İşte bu hikaye, tek başına, çok kısıtlı imkanlarla, bir çölü ormana dönüştürmüş olan bir adamın hikayesi. Bulunduğu yere ve çevresine yaşamı taşıyan, orayı yeniden yaşanılabilecek bir yer haline getiren, umudu tazeleyen bir adam.
Her gün sürüsünü meraya götürdüğünde özenle hazırladığı meşe palamutlarını yanında taşıdığı demir çubukla toprağı kazarak eken bir çoban düşünün. Eğitimi olmayan, yalnız, münzevi biri. Tohumların hepsini ektikten sonra da ertesi gün için tohum toplamaya başlıyor. Ve bunu yıllarca yapıyor. Herzaman başarılı olamıyor elbette. Ektiği her tohum ağaca dönüşemiyor. Pek çok hayalkırıklığına uğruyor. Ama böyle bir başarıyı yakalamak, böyle bir tutkuyu hayata geçirebilmek için umuda sıkı sıkı sarılıyor. Yıllar içinde farklı türde ağaçlar da dikiyor. Rüzgar farklı tohumları taşıyor. Ve o bölge dönüşüyor. Kurumuş dereler suyla doluyor.

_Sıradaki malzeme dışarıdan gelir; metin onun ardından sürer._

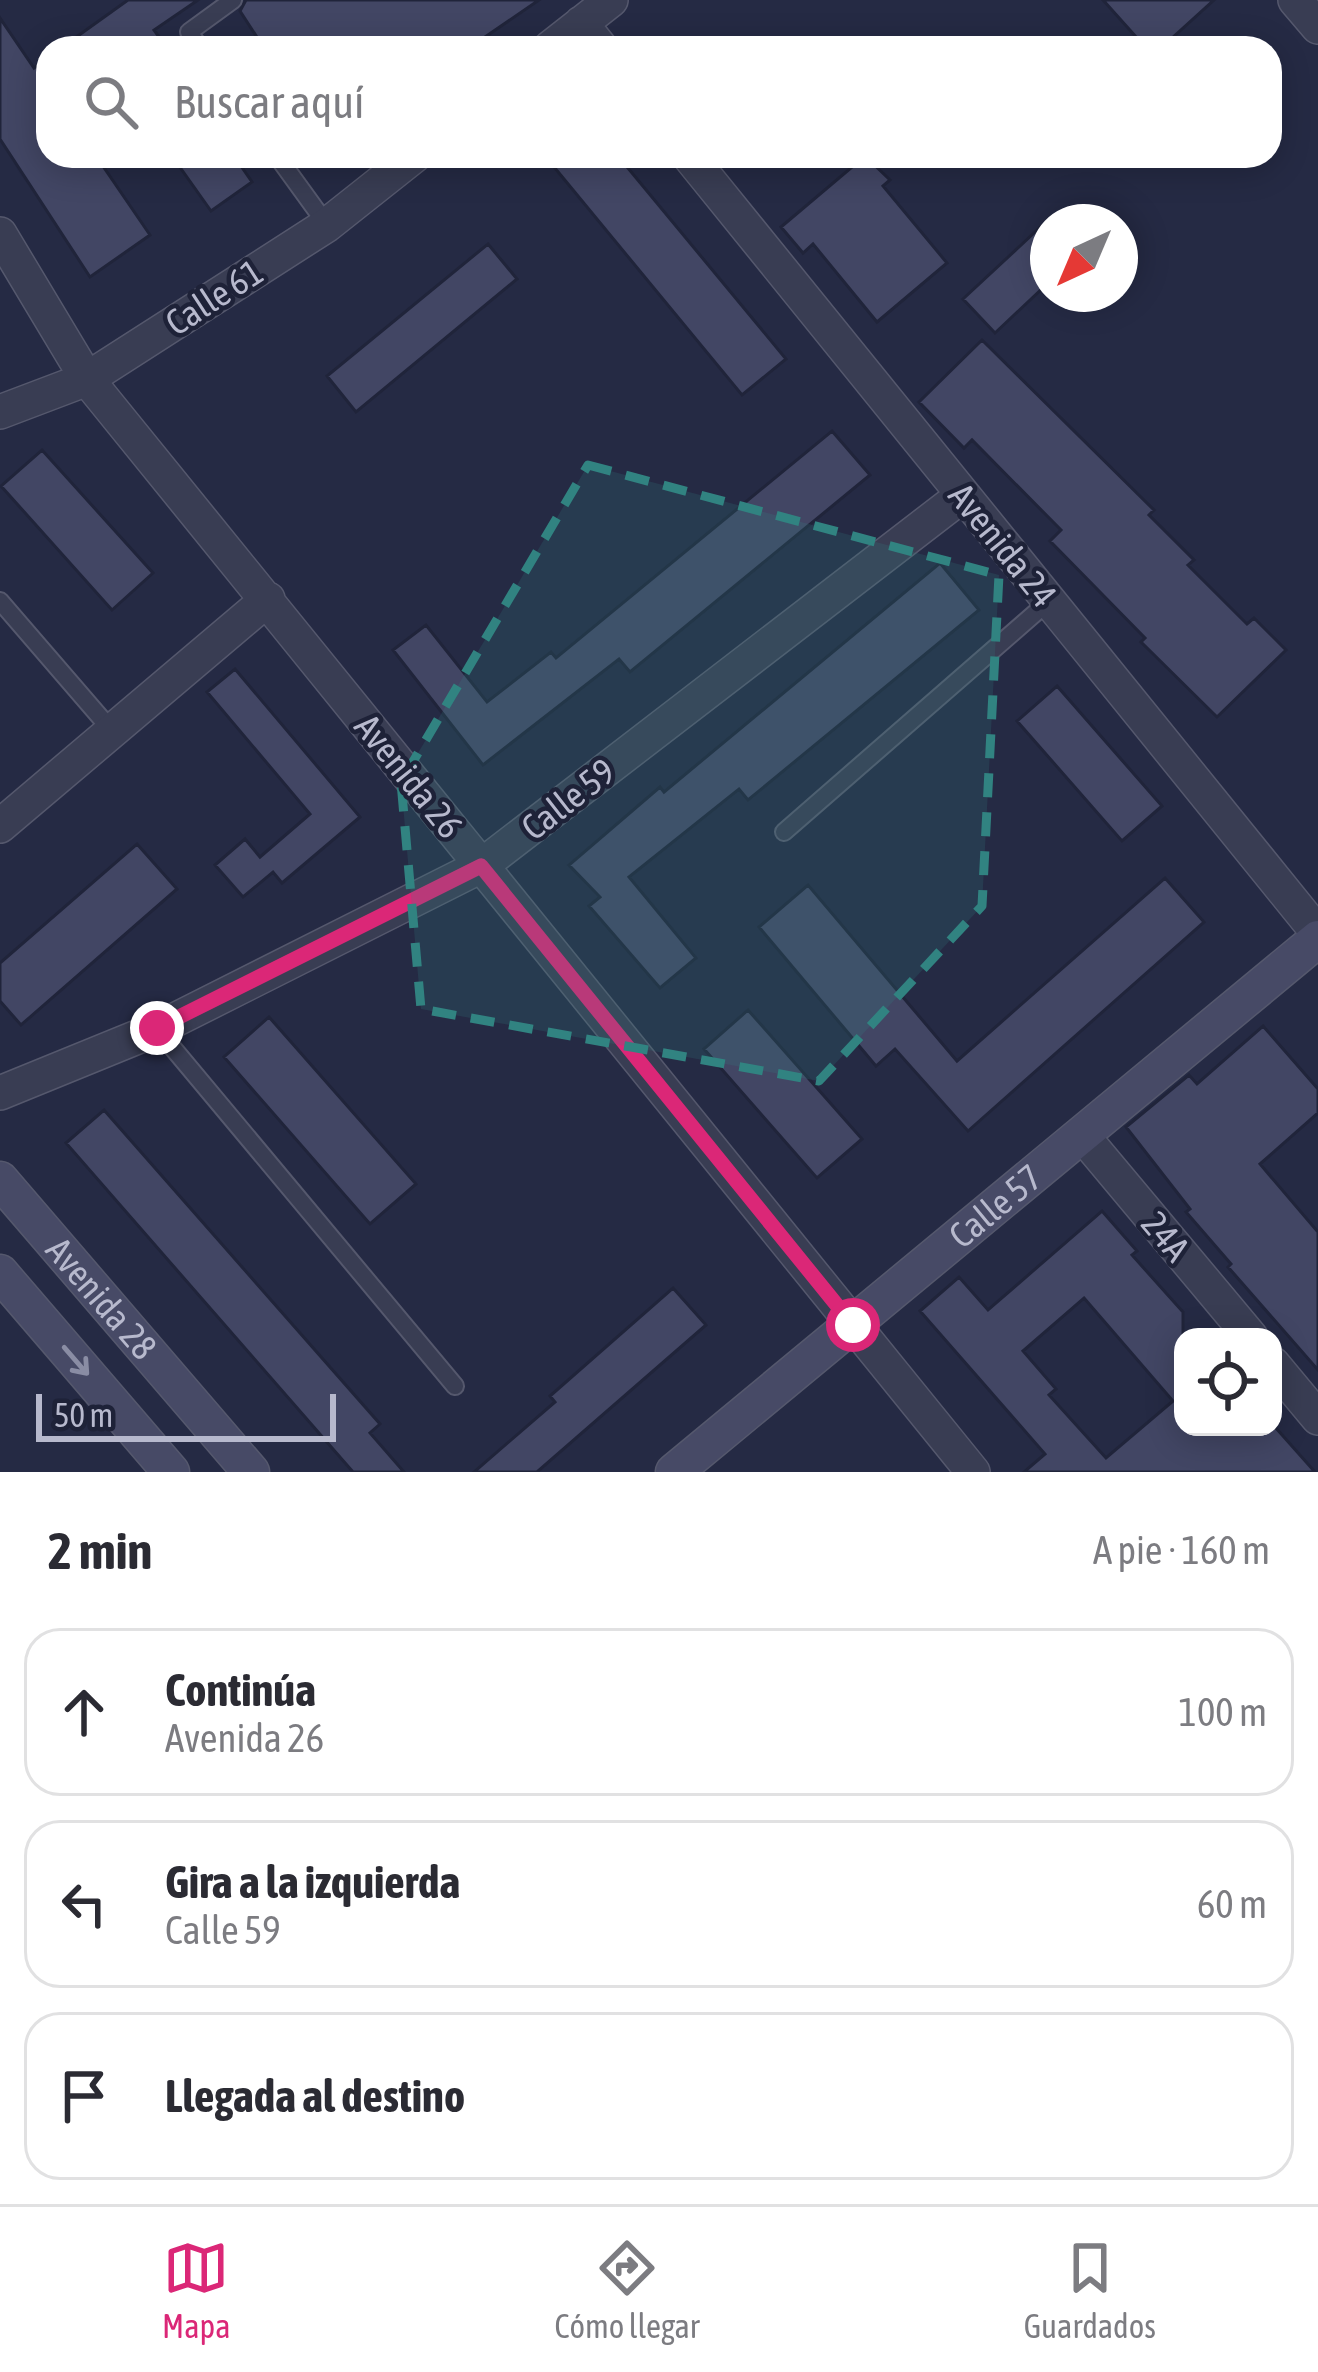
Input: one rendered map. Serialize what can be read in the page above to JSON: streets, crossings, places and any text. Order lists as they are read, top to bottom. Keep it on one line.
{"streets":{"street":["Calle 61","Avenida 24","Avenida 26","Calle 59","Calle 57","24A","Avenida 28"]},"crossings":[["Calle 61","Avenida 26"],["Avenida 24","Calle 59"],["Avenida 24","Calle 57"],["Avenida 26","Calle 59"],["Avenida 26","Calle 57"],["Calle 57","24A"]],"scale_bar":"50 m","north":"bottom left","page":{"search":"Buscar aquí","scale":"50 m","heading":["2 min","A pie · 160 m"],"list":[["Continúa","Avenida 26","100 m"],["Gira a la izquierda","Calle 59","60 m"],"Llegada al destino"],"nav":["Mapa","Cómo llegar","Guardados"]}}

Muhteşem bir etki-tepki mekanizması işliyor ve burası insanların yaşayabileceği bir yer haline geliyor. Yıllar sonra orman devlet koruması altına alınıyor.

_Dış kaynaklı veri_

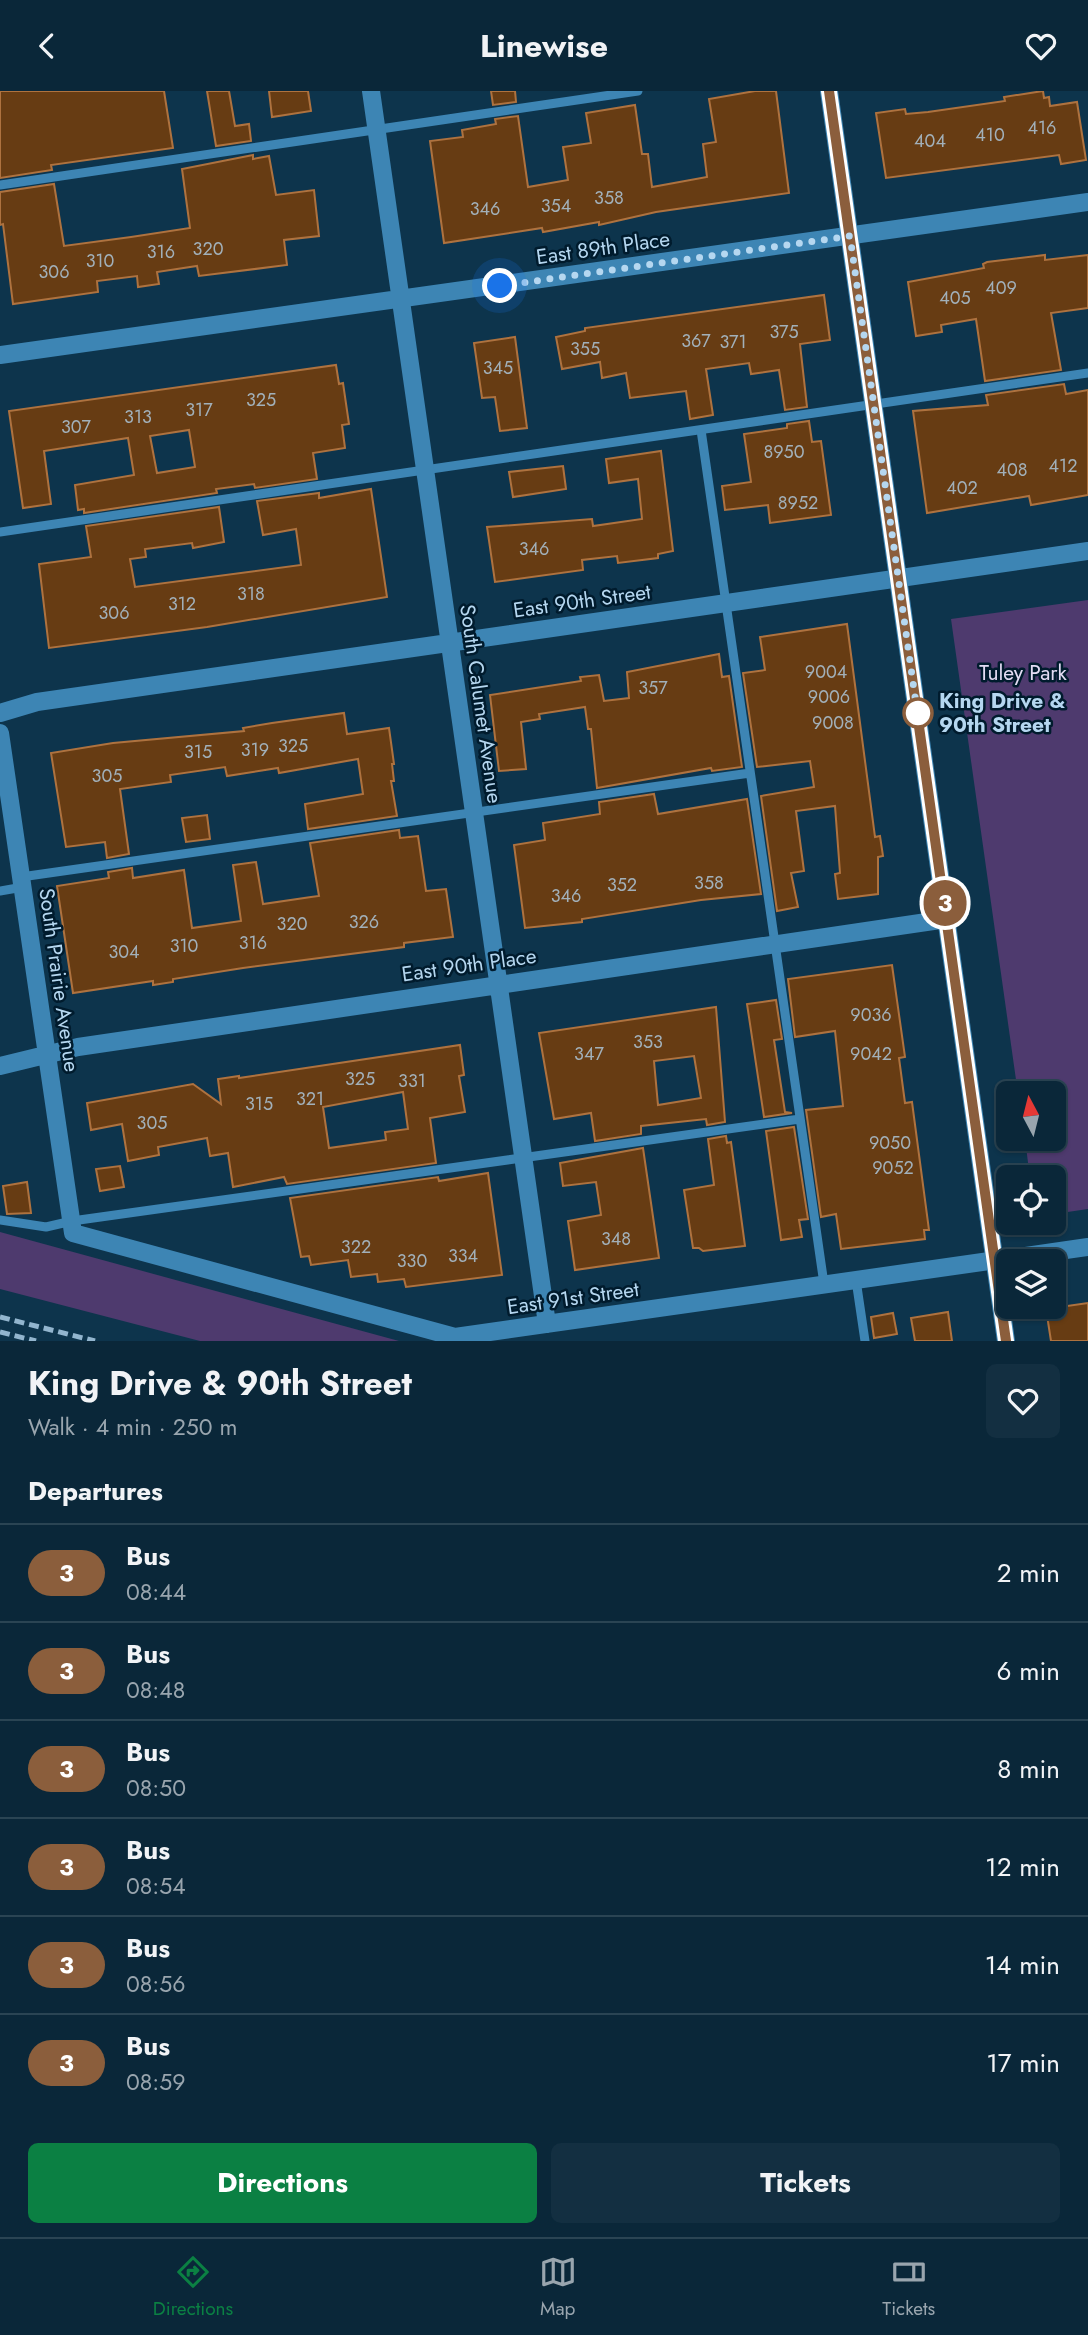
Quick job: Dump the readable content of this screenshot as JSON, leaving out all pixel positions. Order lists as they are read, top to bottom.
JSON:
{
  "streets": {
    "street": [
      "East 89th Place",
      "East 90th Street",
      "South Calumet Avenue",
      "East 90th Place",
      "South Prairie Avenue",
      "East 91st Street"
    ]
  },
  "crossings": [
    ["East 89th Place", "South Calumet Avenue"],
    ["East 90th Street", "South Calumet Avenue"],
    ["South Calumet Avenue", "East 90th Place"],
    ["South Calumet Avenue", "East 91st Street"],
    ["East 90th Place", "South Prairie Avenue"],
    ["South Prairie Avenue", "East 91st Street"]
  ],
  "parks": ["Tuley Park"],
  "places": ["King Drive & 90th Street"],
  "lines": ["bus line 3"],
  "house_numbers": [
    "416",
    "410",
    "404",
    "358",
    "354",
    "346",
    "320",
    "316",
    "310",
    "306",
    "409",
    "405",
    "375",
    "367",
    "371",
    "355",
    "345",
    "325",
    "317",
    "313",
    "307",
    "8950",
    "412",
    "408",
    "402",
    "8952",
    "346",
    "318",
    "312",
    "306",
    "9004",
    "357",
    "9006",
    "9008",
    "325",
    "319",
    "315",
    "305",
    "358",
    "352",
    "346",
    "326",
    "320",
    "316",
    "310",
    "304",
    "9036",
    "353",
    "347",
    "9042",
    "325",
    "331",
    "321",
    "315",
    "305",
    "9050",
    "9052",
    "348",
    "322",
    "334",
    "330"
  ],
  "north": "top",
  "page": {
    "header": "Linewise",
    "on_map": "3",
    "heading": [
      ["King Drive & 90th Street", "Walk · 4 min · 250 m"],
      "Departures"
    ],
    "list": [
      {
        "mark": "3",
        "name": "Bus",
        "note": "08:44",
        "value": "2 min"
      },
      {
        "mark": "3",
        "name": "Bus",
        "note": "08:48",
        "value": "6 min"
      },
      {
        "mark": "3",
        "name": "Bus",
        "note": "08:50",
        "value": "8 min"
      },
      {
        "mark": "3",
        "name": "Bus",
        "note": "08:54",
        "value": "12 min"
      },
      {
        "mark": "3",
        "name": "Bus",
        "note": "08:56",
        "value": "14 min"
      },
      {
        "mark": "3",
        "name": "Bus",
        "note": "08:59",
        "value": "17 min"
      }
    ],
    "buttons": ["Directions", "Tickets"],
    "tabs": ["Directions", "Map", "Tickets"]
  }
}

Kitabın sonunda yazar, bu hikayenin tamamen kurmaca olduğunu, amacının ağaç sevgisi aşılamak, hatta özellikle ağaç dikmeyi sevdirmek olduğunu söylüyor. O öyle söylese de ben yine de gerçek olduğuna ya da gerçeklik payının olduğuna inanmak istiyorum. Ve bu hikayenin okuyan herkesin kalbinde çok özel bir yere dokunacağını ümit ediyorum. Genel bağlamda ise doğayı koruma konusunda bireysel gayretin önemine gönülden inananlardanım❤
”Ağaç Diken Adam”, Jean Giono’nun kaleminden ve Büyülü Fener Yayınları’ndan.